Home > Uncategorized > Glenn Beck, The Elmer Gantry of the Right

Glenn Beck, The Elmer Gantry of the Right

I caught an episode of the Glenn Beck show on Fox News today. It was the end of something he had called his 40 days and 40 nights challenge. Not being privy to this challenge since I don’t watch the show, I had to go to his website (subtitled, “The fusion of entertainment and enlightenment”) to find out what that was about. It turns out that this challenge is a religious exhortation to act in certain ways and do certain things to prove that you love God and He loves you. And on today’s show, he had people coming on stage, confessing their sins, crying, begging forgiveness from the people they hurt, etc.

And then it struck me. Glenn Beck isn’t a newsman or journalist. He’s not an entertainer or commentator. He is a modern day Elmer Gantry. He is a Billy Graham or Oral Roberts knockoff, a contemporary Aimee Semple McPherson. He is a televangelist whose mission is to preach the good news. And it doesn’t matter what the news is, in particular, as long as he can draw an audience.

Doubt it? Watch a televangelist. Not the slick salesman types like Joel Osteen, but the “true believer” types. Watch as the televangelist quotes from various books and writes on a whiteboard, making all sorts of hidden connections. Then watch Glenn Beck. He draws all sorts of connections on a blackboard and quotes from a variety of sources, all pointing to a vast socialist conspiracy. Where Billy Graham rails about the devil, Beck rails against George Soros.

Where Oral Roberts gets people coming up the aisle, crying and waving their hands, seeking redemption or healing, Beck had the same thing on his show today. Both Roberts and Beck weep with their congregation; they hold hands, promising to be better, and grateful for the chance at salvation, whether religious or political.

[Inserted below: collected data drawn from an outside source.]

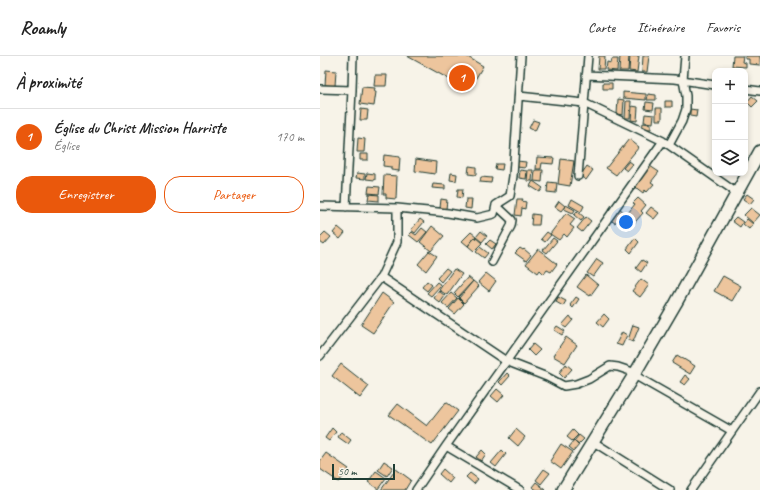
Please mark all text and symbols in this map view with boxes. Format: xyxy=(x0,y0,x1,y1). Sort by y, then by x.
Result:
text: Roamly xyxy=(20,16,66,40)
text: Carte xyxy=(588,19,615,36)
text: Itinéraire xyxy=(637,19,684,36)
text: Favoris xyxy=(706,19,740,36)
pin: 1 xyxy=(449,63,475,93)
map controls xyxy=(712,68,748,176)
button: + xyxy=(712,68,748,104)
text: À proximité xyxy=(16,72,81,93)
button: − xyxy=(712,104,748,140)
text: Église du Christ Mission Harriste xyxy=(54,119,226,138)
text: 1 xyxy=(26,129,32,145)
text: 170 m xyxy=(276,129,304,145)
text: Église xyxy=(54,138,79,154)
button: layers xyxy=(712,140,748,176)
button: Enregistrer xyxy=(16,176,156,213)
button: Partager xyxy=(164,176,304,213)
your location xyxy=(616,212,636,232)
scale bar xyxy=(332,462,395,481)
text: 50 m xyxy=(338,464,357,478)

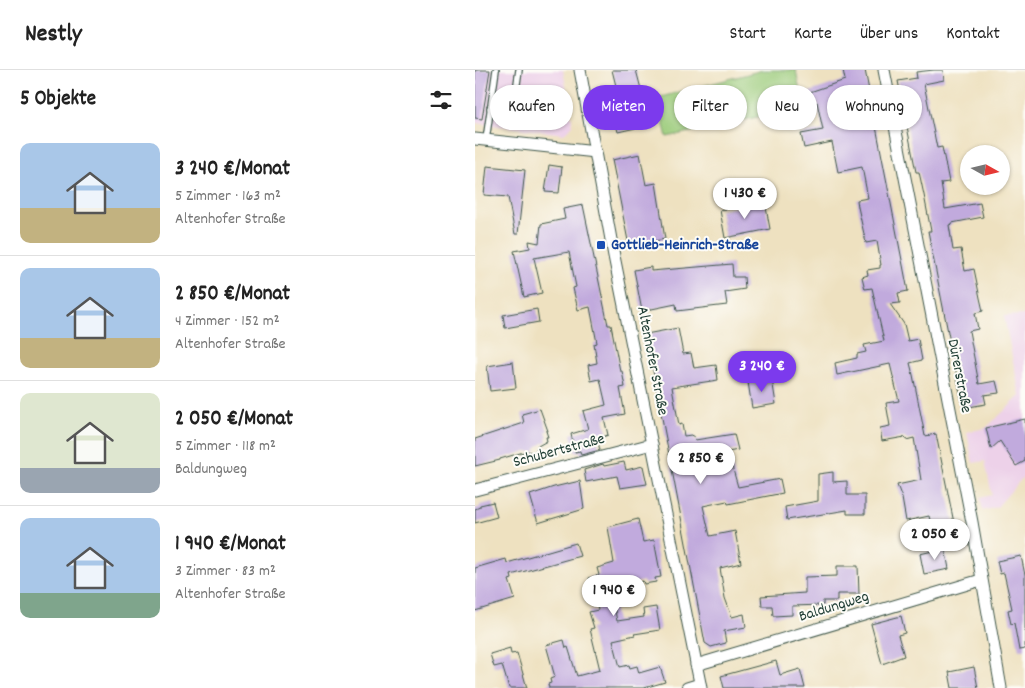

And even the problems of Beck are similar to the problems of Roberts and Graham. Both Beck and his religious counterparts substitute feeling for thought. Whether it’s at a tent revival or on a tv stage, people shriek and shout, cry and wave, sing and dance. The problem is, there’s no thought. Everybody who attends these things becomes suffused with good feelings. But ask them a question about theology or economics, and the people are stymied, whether they’re Beck’s or Graham’s.

The other problem is that guys like Beck distract from serious political thought in the same way the Graham and Roberts distract from serious theological thought. Their adherents are content to have the feel-good, but are loathe to do the mental heavy lifting involved in difficult thought. And lest you think I am carrying a torch for the left, they have their own simplistic evangelicals like Ed Schultz doing the exact same things.

But people forget what becomes of a Graham or a Roberts. They wind up having presidents consulting them, and candidates courting their approval. Who can forget the pictures of Nixon and Graham praying together in the white house, less then fifteen years after America forced Kennedy to abandon his Catholicism? Or McCain and that guy in Virginia, whose endorsement McCain later had to reject?

I suggested a few years back that anyone who was an Obama supporter should read Warren Penn’s “All The King’s Men,” because I believe that Obama is Willie Stark. In the same vein, I believe that Beck supporters should watch the movie “A Face In The Crowd.” Glenn Beck is fast on his way to becoming a Lonesome Rhodes.

The problem is that both sides are fronting populist demagogues, who rely on manipulating people into using feelings instead of rationality.